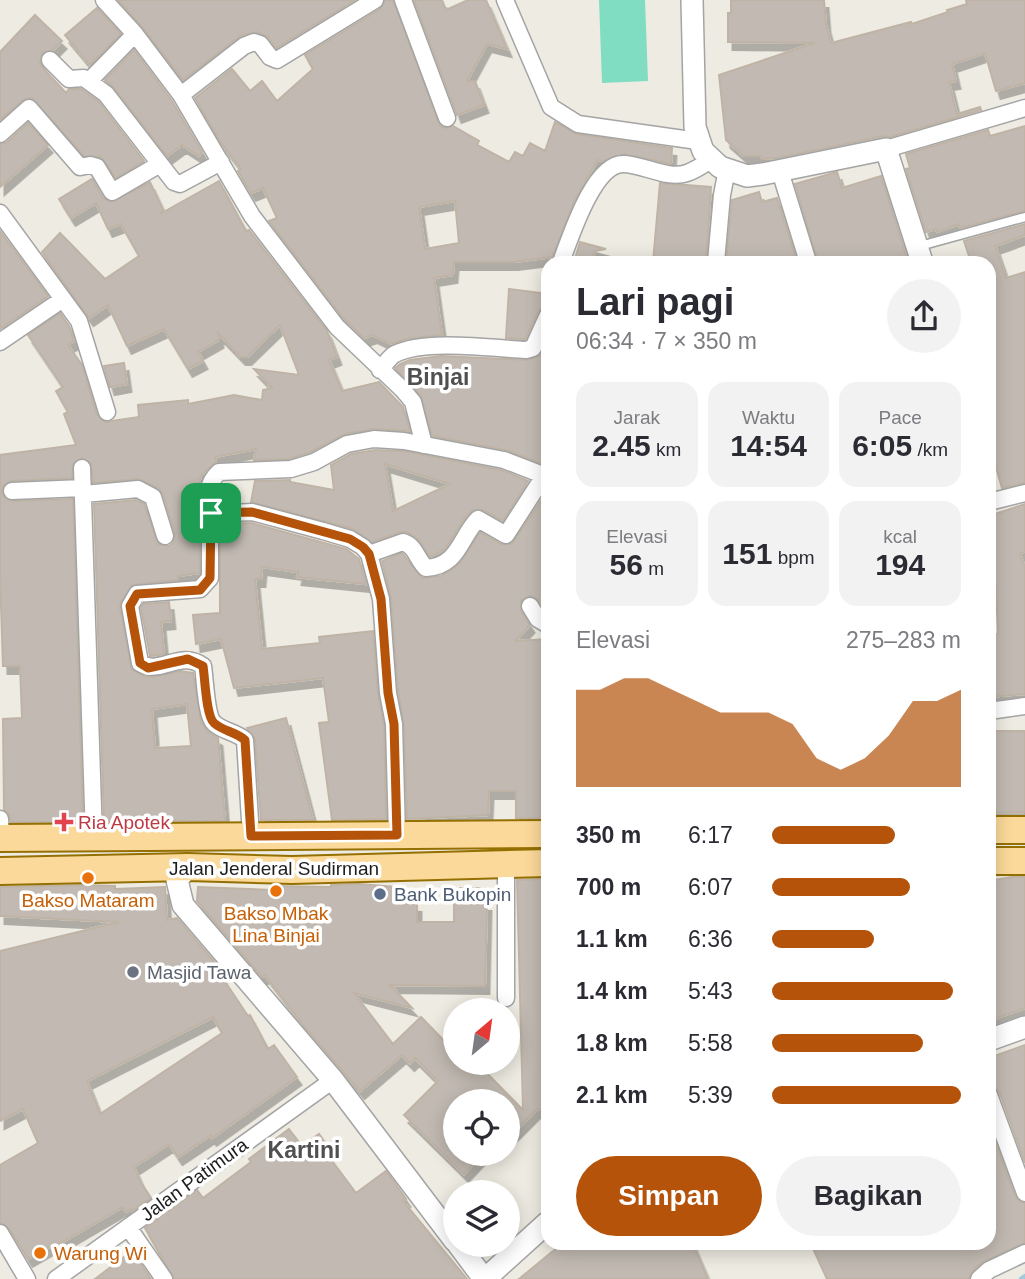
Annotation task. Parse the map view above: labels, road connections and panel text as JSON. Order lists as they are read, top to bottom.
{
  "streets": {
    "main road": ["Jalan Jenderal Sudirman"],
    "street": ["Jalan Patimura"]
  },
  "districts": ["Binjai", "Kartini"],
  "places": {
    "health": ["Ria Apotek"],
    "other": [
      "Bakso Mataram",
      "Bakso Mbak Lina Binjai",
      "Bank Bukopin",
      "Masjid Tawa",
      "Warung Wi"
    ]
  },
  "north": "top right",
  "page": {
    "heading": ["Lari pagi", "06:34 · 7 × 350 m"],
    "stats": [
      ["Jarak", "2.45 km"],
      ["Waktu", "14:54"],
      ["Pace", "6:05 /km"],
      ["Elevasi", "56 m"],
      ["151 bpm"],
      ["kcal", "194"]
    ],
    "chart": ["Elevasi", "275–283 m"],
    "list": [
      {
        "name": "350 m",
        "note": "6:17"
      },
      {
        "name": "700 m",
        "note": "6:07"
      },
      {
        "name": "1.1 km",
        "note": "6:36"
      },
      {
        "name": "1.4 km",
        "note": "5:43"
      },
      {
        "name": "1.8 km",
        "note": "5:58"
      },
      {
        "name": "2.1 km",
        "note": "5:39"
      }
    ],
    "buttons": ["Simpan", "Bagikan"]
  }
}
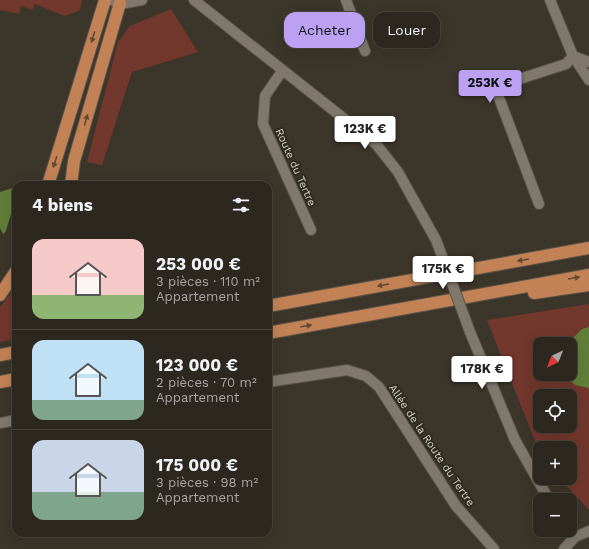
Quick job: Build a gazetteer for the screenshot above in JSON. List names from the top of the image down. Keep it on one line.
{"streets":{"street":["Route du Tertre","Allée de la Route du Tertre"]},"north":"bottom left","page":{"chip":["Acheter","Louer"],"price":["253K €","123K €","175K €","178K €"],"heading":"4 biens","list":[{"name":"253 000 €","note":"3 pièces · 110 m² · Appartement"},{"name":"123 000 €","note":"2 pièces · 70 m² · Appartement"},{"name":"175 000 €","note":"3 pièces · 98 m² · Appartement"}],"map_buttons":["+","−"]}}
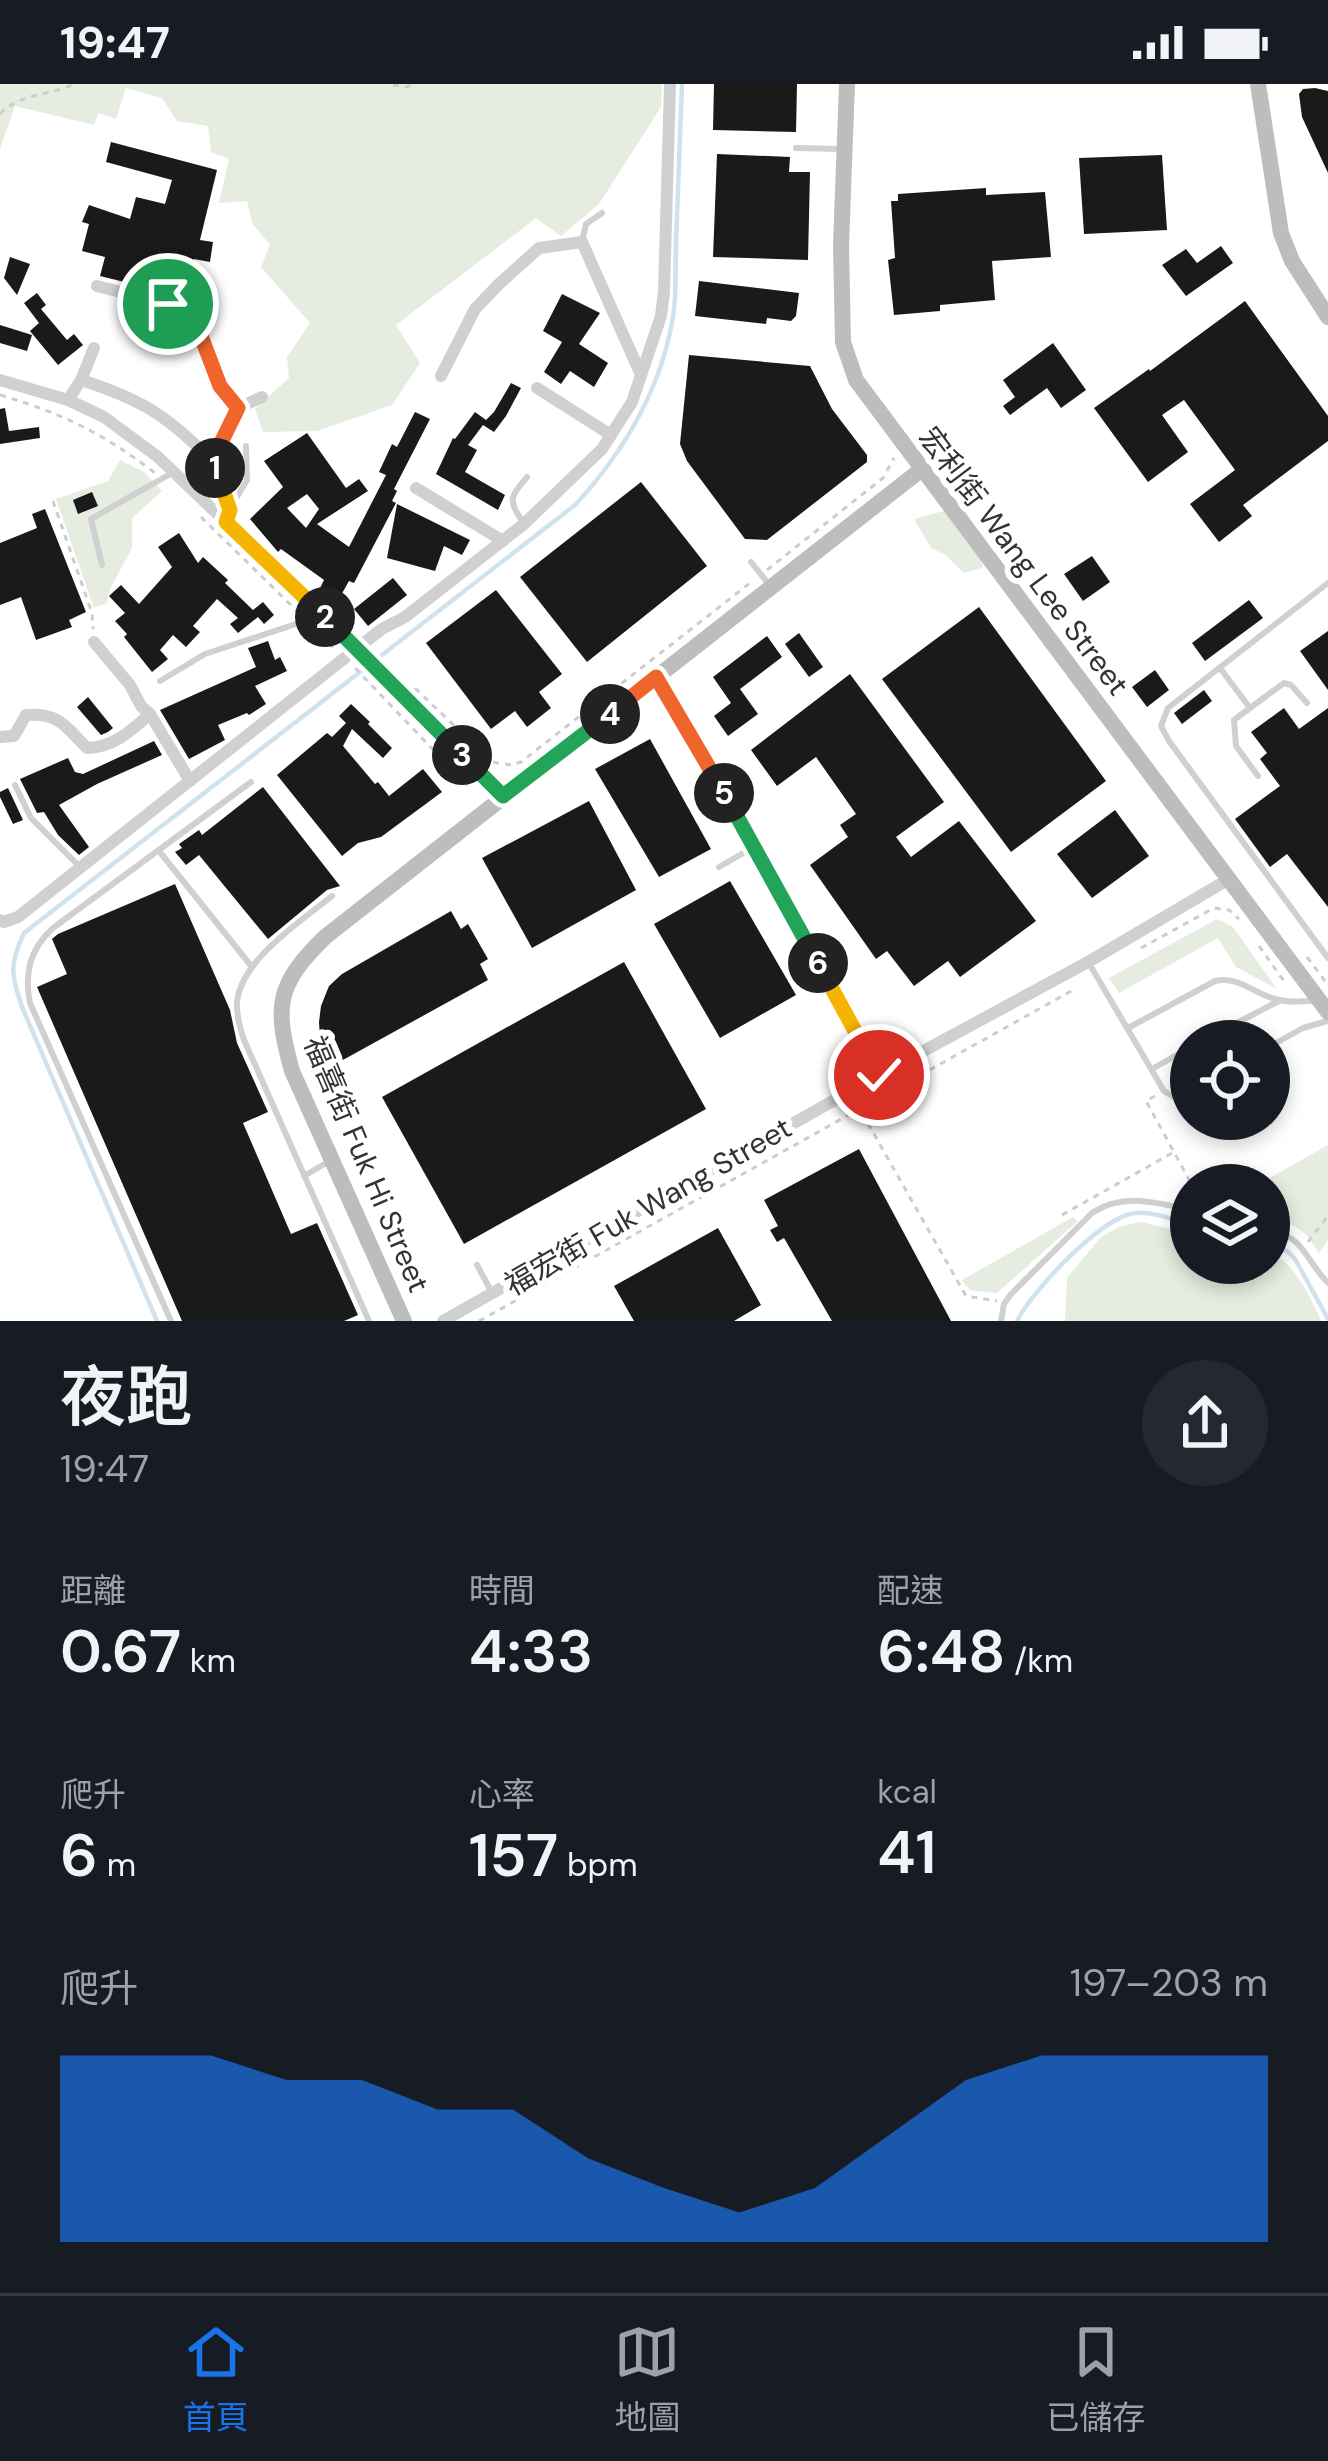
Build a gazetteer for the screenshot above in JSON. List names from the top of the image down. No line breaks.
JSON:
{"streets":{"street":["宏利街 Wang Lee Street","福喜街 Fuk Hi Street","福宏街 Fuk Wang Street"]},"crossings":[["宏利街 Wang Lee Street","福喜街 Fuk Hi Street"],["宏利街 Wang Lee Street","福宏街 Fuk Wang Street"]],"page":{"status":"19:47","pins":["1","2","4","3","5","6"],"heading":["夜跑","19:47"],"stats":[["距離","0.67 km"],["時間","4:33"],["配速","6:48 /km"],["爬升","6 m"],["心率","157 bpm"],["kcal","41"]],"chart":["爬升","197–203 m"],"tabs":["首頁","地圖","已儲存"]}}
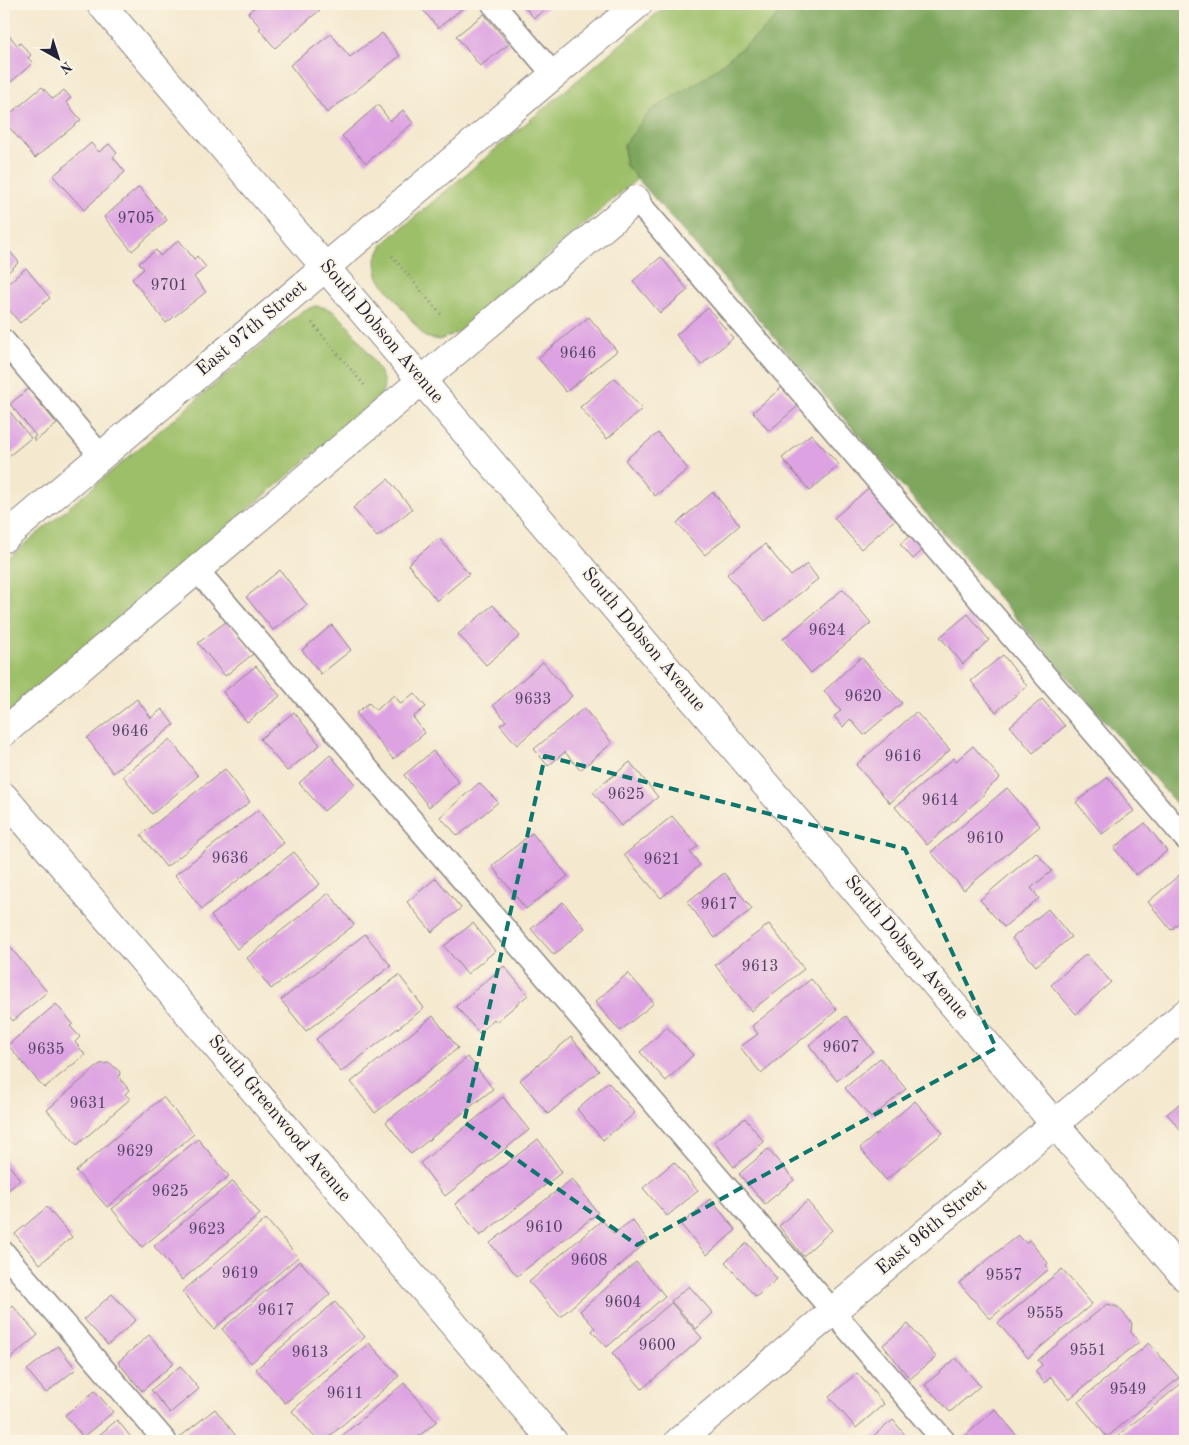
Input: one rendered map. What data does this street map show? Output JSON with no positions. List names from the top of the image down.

☆ ☆ ☆ ☆ ☆

**Work to complete:** Pictures are not part of the copy; retype all the other material exactly.

**Task result:**
Annotation task. Parse the map view above: labels, road connections and panel text as JSON. Order lists as they are read, top to bottom.
{
  "streets": {
    "main road": ["Jalan Jenderal Sudirman"],
    "street": ["Jalan Patimura"]
  },
  "districts": ["Binjai", "Kartini"],
  "places": {
    "health": ["Ria Apotek"],
    "other": [
      "Bakso Mataram",
      "Bakso Mbak Lina Binjai",
      "Bank Bukopin",
      "Masjid Tawa",
      "Warung Wi"
    ]
  },
  "north": "top right",
  "page": {
    "heading": ["Lari pagi", "06:34 · 7 × 350 m"],
    "stats": [
      ["Jarak", "2.45 km"],
      ["Waktu", "14:54"],
      ["Pace", "6:05 /km"],
      ["Elevasi", "56 m"],
      ["151 bpm"],
      ["kcal", "194"]
    ],
    "chart": ["Elevasi", "275–283 m"],
    "list": [
      {
        "name": "350 m",
        "note": "6:17"
      },
      {
        "name": "700 m",
        "note": "6:07"
      },
      {
        "name": "1.1 km",
        "note": "6:36"
      },
      {
        "name": "1.4 km",
        "note": "5:43"
      },
      {
        "name": "1.8 km",
        "note": "5:58"
      },
      {
        "name": "2.1 km",
        "note": "5:39"
      }
    ],
    "buttons": ["Simpan", "Bagikan"]
  }
}
Quick job: Build a gazetteer for the screenshot above in JSON. List names from the top of the image down. Keep it on one line.
{"streets":{"street":["Route du Tertre","Allée de la Route du Tertre"]},"north":"bottom left","page":{"chip":["Acheter","Louer"],"price":["253K €","123K €","175K €","178K €"],"heading":"4 biens","list":[{"name":"253 000 €","note":"3 pièces · 110 m² · Appartement"},{"name":"123 000 €","note":"2 pièces · 70 m² · Appartement"},{"name":"175 000 €","note":"3 pièces · 98 m² · Appartement"}],"map_buttons":["+","−"]}}
Build a gazetteer for the screenshot above in JSON. List names from the top of the image down. No line breaks.
JSON:
{"streets":{"street":["宏利街 Wang Lee Street","福喜街 Fuk Hi Street","福宏街 Fuk Wang Street"]},"crossings":[["宏利街 Wang Lee Street","福喜街 Fuk Hi Street"],["宏利街 Wang Lee Street","福宏街 Fuk Wang Street"]],"page":{"status":"19:47","pins":["1","2","4","3","5","6"],"heading":["夜跑","19:47"],"stats":[["距離","0.67 km"],["時間","4:33"],["配速","6:48 /km"],["爬升","6 m"],["心率","157 bpm"],["kcal","41"]],"chart":["爬升","197–203 m"],"tabs":["首頁","地圖","已儲存"]}}
Input: one rendered map. What data does this street map show? Output JSON with no positions. List names from the top of the image down.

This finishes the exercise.